El tenis como posible autobiografía
No me faltan recuerdos del día en que nació mi hija, pero hoy viene a cuento el menos importante, el más ocasional. Cuando madre y beba ya estaban en el cuarto, me iba a la sala para dejarlas descansar. Ahí, en la pantalla de un televisor, Rafael Nadal y Guillermo Coria disputaban la final del torneo de Roma. Volvía al cuarto, volvía a la sala: los dos tenistas seguían batallando. El partido duró cinco horas y catorce minutos. Pasado tanto tiempo, no sé qué me resulta más desconcertante: si haber perdido la cuenta de la cantidad de títulos que Nadal ganó en estos catorce años o que el último (hace una semana, en el Abierto de Estados Unidos) haya tenido como espectadora televisiva a aquella recién nacida, ya adolescente y poseedora de un talentoso revés indescifrable.

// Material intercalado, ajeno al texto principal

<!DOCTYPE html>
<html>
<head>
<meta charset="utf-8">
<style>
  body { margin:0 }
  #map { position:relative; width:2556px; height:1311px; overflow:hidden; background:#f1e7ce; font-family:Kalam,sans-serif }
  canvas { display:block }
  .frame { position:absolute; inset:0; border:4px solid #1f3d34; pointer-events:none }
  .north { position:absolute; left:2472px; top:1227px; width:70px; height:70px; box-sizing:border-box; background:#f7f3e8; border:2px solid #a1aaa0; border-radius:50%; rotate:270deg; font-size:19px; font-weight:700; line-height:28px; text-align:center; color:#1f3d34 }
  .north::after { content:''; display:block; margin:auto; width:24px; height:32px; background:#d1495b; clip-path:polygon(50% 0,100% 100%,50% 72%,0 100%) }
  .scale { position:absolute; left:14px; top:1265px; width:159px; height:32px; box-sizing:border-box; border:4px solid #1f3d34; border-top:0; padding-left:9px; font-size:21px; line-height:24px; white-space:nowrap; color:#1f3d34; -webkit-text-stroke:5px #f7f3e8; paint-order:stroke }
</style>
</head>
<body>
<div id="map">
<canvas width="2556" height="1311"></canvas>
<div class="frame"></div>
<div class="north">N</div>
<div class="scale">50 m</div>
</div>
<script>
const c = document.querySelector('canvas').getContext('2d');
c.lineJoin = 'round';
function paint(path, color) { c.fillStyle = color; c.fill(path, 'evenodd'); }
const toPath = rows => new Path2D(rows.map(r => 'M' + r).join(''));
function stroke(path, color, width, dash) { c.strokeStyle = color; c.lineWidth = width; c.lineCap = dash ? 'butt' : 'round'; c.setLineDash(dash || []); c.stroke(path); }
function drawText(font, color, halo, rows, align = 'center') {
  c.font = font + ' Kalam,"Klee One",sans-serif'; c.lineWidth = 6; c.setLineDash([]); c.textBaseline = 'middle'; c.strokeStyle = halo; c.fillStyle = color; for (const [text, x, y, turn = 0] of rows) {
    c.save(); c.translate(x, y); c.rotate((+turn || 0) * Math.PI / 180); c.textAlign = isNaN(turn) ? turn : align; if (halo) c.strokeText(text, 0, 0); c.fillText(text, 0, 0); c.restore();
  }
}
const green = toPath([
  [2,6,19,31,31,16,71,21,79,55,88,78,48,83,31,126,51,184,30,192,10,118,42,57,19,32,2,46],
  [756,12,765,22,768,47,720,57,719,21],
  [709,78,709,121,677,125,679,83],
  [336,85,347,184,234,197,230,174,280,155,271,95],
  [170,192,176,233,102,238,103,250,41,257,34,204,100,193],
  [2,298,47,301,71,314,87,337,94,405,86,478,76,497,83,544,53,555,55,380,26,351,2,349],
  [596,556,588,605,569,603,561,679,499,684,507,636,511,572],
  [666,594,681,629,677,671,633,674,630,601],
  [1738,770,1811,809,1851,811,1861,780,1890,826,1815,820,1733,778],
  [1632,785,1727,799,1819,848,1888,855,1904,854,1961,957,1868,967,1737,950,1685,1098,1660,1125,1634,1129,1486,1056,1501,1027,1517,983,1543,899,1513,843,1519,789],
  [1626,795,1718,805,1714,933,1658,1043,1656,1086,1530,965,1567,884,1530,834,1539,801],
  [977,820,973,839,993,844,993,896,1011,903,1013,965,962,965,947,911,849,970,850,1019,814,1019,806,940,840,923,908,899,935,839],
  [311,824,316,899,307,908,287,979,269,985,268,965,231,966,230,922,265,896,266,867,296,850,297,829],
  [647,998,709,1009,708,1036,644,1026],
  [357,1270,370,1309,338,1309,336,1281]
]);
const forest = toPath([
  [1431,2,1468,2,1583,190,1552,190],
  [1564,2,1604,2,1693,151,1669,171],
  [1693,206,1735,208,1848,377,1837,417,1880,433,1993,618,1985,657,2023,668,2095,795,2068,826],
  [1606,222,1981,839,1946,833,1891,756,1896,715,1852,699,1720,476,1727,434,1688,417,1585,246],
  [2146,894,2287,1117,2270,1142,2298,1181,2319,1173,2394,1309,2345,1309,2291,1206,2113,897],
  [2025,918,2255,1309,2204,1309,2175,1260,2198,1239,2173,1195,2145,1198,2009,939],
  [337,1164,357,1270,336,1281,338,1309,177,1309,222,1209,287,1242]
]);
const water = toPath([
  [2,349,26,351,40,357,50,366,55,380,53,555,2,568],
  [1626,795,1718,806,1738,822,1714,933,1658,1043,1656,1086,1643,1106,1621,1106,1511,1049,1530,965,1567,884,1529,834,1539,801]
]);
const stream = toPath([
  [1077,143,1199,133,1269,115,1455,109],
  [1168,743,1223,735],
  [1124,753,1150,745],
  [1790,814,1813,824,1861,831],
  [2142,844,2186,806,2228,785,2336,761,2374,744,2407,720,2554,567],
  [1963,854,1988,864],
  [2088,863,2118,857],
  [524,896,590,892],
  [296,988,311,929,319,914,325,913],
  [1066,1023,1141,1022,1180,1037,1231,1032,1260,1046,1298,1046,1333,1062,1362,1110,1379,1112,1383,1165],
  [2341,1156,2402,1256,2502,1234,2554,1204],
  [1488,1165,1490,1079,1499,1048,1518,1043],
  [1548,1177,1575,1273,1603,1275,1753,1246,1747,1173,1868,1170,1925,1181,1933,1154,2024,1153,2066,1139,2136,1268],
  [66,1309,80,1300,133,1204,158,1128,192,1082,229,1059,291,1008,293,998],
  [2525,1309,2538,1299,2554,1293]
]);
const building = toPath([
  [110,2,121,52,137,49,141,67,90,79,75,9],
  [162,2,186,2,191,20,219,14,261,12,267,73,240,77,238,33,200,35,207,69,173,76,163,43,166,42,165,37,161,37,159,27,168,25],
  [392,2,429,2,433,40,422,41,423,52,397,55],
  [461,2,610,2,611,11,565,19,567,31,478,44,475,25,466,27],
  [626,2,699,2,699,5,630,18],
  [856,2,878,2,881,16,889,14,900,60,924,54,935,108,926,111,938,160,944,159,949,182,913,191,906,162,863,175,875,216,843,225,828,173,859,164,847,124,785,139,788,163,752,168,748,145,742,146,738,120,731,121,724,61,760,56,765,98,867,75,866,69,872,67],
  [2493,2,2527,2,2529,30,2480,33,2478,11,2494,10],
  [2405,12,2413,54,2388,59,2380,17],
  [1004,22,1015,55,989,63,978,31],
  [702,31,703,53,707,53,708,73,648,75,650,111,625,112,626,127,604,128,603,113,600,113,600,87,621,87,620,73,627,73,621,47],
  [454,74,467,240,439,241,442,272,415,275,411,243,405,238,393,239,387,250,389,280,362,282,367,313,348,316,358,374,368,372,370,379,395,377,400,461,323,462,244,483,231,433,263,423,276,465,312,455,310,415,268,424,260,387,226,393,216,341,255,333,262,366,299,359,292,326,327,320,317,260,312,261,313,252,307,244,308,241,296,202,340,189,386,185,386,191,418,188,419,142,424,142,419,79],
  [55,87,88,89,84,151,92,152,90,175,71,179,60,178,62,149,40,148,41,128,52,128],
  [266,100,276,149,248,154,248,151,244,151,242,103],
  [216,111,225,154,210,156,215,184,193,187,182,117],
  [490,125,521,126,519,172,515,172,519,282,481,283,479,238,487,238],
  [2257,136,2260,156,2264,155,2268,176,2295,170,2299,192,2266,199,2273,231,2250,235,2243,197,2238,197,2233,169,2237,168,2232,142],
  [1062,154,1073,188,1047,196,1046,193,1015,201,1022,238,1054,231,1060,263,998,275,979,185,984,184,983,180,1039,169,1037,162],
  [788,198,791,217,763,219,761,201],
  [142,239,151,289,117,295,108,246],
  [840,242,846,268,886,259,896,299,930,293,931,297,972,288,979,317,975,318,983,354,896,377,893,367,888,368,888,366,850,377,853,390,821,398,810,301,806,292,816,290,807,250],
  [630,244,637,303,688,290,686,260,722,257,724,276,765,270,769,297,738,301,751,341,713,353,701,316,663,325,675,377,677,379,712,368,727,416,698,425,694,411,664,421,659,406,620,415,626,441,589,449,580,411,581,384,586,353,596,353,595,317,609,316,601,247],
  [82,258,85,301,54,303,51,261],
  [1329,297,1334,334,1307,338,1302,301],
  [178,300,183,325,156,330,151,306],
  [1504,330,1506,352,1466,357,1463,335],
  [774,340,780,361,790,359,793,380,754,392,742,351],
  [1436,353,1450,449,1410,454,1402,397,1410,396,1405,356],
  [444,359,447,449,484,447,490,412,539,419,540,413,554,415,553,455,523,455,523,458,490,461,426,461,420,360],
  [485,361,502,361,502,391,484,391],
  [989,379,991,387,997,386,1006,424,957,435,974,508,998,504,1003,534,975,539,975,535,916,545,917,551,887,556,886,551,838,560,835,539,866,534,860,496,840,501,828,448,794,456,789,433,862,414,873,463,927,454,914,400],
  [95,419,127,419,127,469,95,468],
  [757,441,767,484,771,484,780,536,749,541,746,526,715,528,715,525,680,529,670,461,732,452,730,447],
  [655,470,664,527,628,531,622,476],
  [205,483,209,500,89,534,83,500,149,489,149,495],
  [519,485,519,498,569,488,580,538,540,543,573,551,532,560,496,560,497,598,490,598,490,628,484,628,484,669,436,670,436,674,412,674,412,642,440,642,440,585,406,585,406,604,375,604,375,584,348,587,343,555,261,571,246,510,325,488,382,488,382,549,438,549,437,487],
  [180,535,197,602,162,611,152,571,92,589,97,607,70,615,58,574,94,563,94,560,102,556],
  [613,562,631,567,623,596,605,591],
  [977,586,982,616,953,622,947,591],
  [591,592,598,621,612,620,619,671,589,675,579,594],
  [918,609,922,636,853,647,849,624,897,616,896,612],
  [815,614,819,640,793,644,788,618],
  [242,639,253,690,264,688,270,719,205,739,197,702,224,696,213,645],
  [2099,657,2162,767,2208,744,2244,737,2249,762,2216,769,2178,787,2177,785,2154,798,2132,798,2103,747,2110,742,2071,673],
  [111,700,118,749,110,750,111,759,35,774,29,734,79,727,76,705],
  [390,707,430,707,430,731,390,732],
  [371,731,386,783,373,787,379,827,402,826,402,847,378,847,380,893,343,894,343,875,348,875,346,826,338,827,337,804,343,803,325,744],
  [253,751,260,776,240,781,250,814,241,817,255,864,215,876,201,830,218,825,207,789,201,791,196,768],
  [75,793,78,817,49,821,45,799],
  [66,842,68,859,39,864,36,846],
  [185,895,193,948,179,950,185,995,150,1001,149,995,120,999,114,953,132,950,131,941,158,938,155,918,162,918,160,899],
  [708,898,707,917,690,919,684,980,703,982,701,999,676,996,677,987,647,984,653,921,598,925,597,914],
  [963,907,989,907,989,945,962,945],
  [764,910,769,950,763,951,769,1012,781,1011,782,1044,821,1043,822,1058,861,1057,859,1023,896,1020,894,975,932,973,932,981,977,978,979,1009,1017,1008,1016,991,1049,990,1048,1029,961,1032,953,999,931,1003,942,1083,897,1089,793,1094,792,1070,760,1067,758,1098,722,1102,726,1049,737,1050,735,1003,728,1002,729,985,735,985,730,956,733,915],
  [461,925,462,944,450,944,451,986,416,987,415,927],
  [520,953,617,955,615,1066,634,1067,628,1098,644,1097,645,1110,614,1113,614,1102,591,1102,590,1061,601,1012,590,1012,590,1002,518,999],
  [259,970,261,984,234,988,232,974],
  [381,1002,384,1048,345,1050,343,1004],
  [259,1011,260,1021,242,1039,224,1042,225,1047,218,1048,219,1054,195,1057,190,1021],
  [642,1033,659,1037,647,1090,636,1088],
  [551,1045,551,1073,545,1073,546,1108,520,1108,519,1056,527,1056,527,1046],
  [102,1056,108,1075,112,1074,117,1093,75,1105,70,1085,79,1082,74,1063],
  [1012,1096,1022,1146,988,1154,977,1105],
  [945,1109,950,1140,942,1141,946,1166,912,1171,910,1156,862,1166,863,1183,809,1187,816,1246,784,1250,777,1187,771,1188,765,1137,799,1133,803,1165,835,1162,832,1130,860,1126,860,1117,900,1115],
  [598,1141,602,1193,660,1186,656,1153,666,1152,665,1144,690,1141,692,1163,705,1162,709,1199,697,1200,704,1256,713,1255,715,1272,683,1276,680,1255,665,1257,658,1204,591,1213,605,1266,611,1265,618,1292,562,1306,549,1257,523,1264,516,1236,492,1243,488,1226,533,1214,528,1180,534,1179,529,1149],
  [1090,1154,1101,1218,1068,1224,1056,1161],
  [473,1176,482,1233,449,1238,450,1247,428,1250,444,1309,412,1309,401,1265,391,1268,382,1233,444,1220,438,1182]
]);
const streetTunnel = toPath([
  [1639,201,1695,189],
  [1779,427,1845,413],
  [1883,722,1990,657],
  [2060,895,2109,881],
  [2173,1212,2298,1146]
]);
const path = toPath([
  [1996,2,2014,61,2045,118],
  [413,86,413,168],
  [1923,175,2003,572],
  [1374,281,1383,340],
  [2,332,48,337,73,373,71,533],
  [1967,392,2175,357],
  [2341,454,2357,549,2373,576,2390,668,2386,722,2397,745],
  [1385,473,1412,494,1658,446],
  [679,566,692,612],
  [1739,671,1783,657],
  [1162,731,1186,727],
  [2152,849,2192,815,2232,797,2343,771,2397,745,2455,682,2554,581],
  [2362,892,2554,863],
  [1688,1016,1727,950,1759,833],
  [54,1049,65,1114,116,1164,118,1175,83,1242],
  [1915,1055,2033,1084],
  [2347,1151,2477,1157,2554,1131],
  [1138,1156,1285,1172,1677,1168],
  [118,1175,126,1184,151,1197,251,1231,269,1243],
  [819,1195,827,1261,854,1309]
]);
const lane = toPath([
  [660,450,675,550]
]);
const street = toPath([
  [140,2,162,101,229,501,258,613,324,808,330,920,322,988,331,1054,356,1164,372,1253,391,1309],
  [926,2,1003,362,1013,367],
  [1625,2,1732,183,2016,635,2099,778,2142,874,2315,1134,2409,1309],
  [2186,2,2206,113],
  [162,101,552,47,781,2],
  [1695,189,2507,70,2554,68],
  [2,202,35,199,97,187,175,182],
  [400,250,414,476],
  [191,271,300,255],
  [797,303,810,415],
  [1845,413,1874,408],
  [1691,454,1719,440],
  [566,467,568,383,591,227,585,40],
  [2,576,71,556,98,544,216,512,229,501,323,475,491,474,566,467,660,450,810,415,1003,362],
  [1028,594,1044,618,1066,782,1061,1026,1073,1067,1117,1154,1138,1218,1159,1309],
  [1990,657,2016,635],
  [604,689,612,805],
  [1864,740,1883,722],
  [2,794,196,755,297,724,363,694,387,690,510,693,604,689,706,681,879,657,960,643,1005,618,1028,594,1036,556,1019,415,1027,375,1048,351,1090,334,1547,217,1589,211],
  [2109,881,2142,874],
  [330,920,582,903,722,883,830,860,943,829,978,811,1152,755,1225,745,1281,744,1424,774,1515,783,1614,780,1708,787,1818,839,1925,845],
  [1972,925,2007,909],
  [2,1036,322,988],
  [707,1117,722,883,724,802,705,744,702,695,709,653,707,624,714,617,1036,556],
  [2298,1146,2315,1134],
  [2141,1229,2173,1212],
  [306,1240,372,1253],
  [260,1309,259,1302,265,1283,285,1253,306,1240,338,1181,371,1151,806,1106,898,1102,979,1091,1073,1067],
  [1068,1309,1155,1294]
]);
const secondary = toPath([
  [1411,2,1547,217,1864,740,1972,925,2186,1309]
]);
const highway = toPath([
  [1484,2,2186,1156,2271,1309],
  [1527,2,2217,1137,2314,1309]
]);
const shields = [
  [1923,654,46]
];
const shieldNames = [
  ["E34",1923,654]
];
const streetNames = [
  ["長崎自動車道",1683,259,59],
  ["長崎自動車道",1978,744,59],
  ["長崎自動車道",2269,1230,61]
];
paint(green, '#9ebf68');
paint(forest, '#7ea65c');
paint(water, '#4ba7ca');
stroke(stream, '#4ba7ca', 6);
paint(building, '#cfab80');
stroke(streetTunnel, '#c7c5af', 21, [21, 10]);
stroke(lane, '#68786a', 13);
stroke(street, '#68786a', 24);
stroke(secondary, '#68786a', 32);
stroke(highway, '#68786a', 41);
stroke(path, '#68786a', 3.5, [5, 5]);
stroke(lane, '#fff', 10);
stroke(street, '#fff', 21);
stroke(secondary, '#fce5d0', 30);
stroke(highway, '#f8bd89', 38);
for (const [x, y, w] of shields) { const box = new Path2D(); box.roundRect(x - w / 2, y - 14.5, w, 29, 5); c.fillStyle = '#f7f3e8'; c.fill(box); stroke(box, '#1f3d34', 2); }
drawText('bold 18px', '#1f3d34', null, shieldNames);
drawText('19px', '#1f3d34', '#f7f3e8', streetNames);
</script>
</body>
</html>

Michel Leiris contó su vida de manera oblicua, según su relación con el lenguaje, en cuatro tomos memorables. Georges Perec en pocas páginas, recordando cosas nimias, sin importancia. Supongo que otra forma posible de autobiografía sería limitarse a contar la propia vida según la experiencia que uno haya tenido como espectador de algún deporte. Quizás el tenis sea tan bueno como cualquier otra actividad (el básquet, sin ir más lejos, hoy al borde de la gloria) para poner en perspectiva lo que cada cual va recolectando en su paso por el tiempo.
¿El primer tenista? Lo encontré en una revista lanzando al aire una pelota: Roscoe Tanner no era el mejor, pero su tiro de saque rozaba los 244 km por hora, un prodigio misilístico que solo superó el más cercano Andy Roddick. El tenis fue, primero, vértigo. La belleza atlética vendría después. Tanner se enfrentó más de una vez con Guillermo Vilas, que cumplió de manera inevitable (no era el único que lo seguía, lo seguía media Argentina) el papel de lazarillo en ese mundo hecho de superficies de ladrillo, arcilla y césped, antes de la llegada del cemento y el Supreme Court. En vivo lo vi una única vez: cuando me arrancaron pataleando de algún evento infantil para un partido en el Buenos Aires Lawn Tennis con el estilizado italiano Adriano Panatta (¿la final del Abierto de la República de 1975?). Cuando un par de años después ganó Forest Hills tuve que escuchar los últimos puntos en una radio portátil (¿se había cortado la luz o no se transmitió?). Más tarde descubrí mi fácil tendencia a la indignación. Fue cuando Ilie Nastase le quebró al marplatense un largo record de triunfos haciendo uso de un doble encordado reglamentariamente prohibido (¿fue ahí cuando intuí las teorías conspirativas?).
Estaba con Vilas, por supuesto, pero más me fascinaba su némesis, Björn Borg. Quizá fuera el rostro algo vikingo o su fama de hombre de hielo, un rasgo de carácter que admiraba porque estaba a años luz de mi manera de ser. El sueco era, sin embargo, una amenaza más bien teórica. Por entonces no había canales de cable pasando tenis las 24 horas y tengo la impresión de que lo conocí solo en la hora de la derrota, en 1981, cuando John McEnroe le impidió ganar su sexto Wimbledon consecutivo. Me quedó de aquella gesta una definitiva simpatía por los perdedores.
McEnroe e Ivan Lendl fueron la dupla dominante de la adolescencia. Habría páginas que escribir sobre ellos, pero para nombrar los tenistas que marcaron mi imaginario debo ir sin escalas a la segunda mitad de los años ochenta. El díscolo Yannick Noah, capaz de sentarse entre game y game a escuchar música en su walkman, era mi genio de la lámpara preferido. Por entonces despuntó también Stefan Edberg, atrevido contradictor de la escuela defensiva sueca. También hizo su aparición estelar Boris Becker, que con 17 años (somos estrictos coetáneos) llegó de manera sorpresiva a la final del césped londinense para ganarle a Kevin Curren. El alemán era sinónimo de emoción: podía arrasar, pero también perder con un cuatro de copas. Es en todo caso el autor del punto más inolvidable de aquellas décadas. Becker tenía la estrafalaria costumbre de tirarse en palomita para cortar los passing shots. ¿El lugar?: Wimbledon. ¿El rival?: Lendl. El tiro del checo pega en la red y pasa al campo del gran Boris que desde el suelo, fracasada su volada, logra estirar la raqueta y cruza un tiro suave, letal. Lendl, que ganó todo, nunca pudo ganar el torneo inglés. Los imbatibles, es lo que aprendí, siempre encuentran su Goliat.
No me olvido de las batallas de Chris Evert (con sus golpes a dos manos) y Martina Navratilova (la tenista más disruptiva de todas), ni de sus destronadoras, Steffi Graf y Gabi Sabatini, que quedarán para otra entrega: las mujeres del tenis en mi vida. Por el momento me basta con la que, sabiendo mi inclinación contemporánea por Federer y Djokovic, catorce años después, alienta al guerrero Nadal diciéndole: "Dale, volvé a ganar, como el día que nací".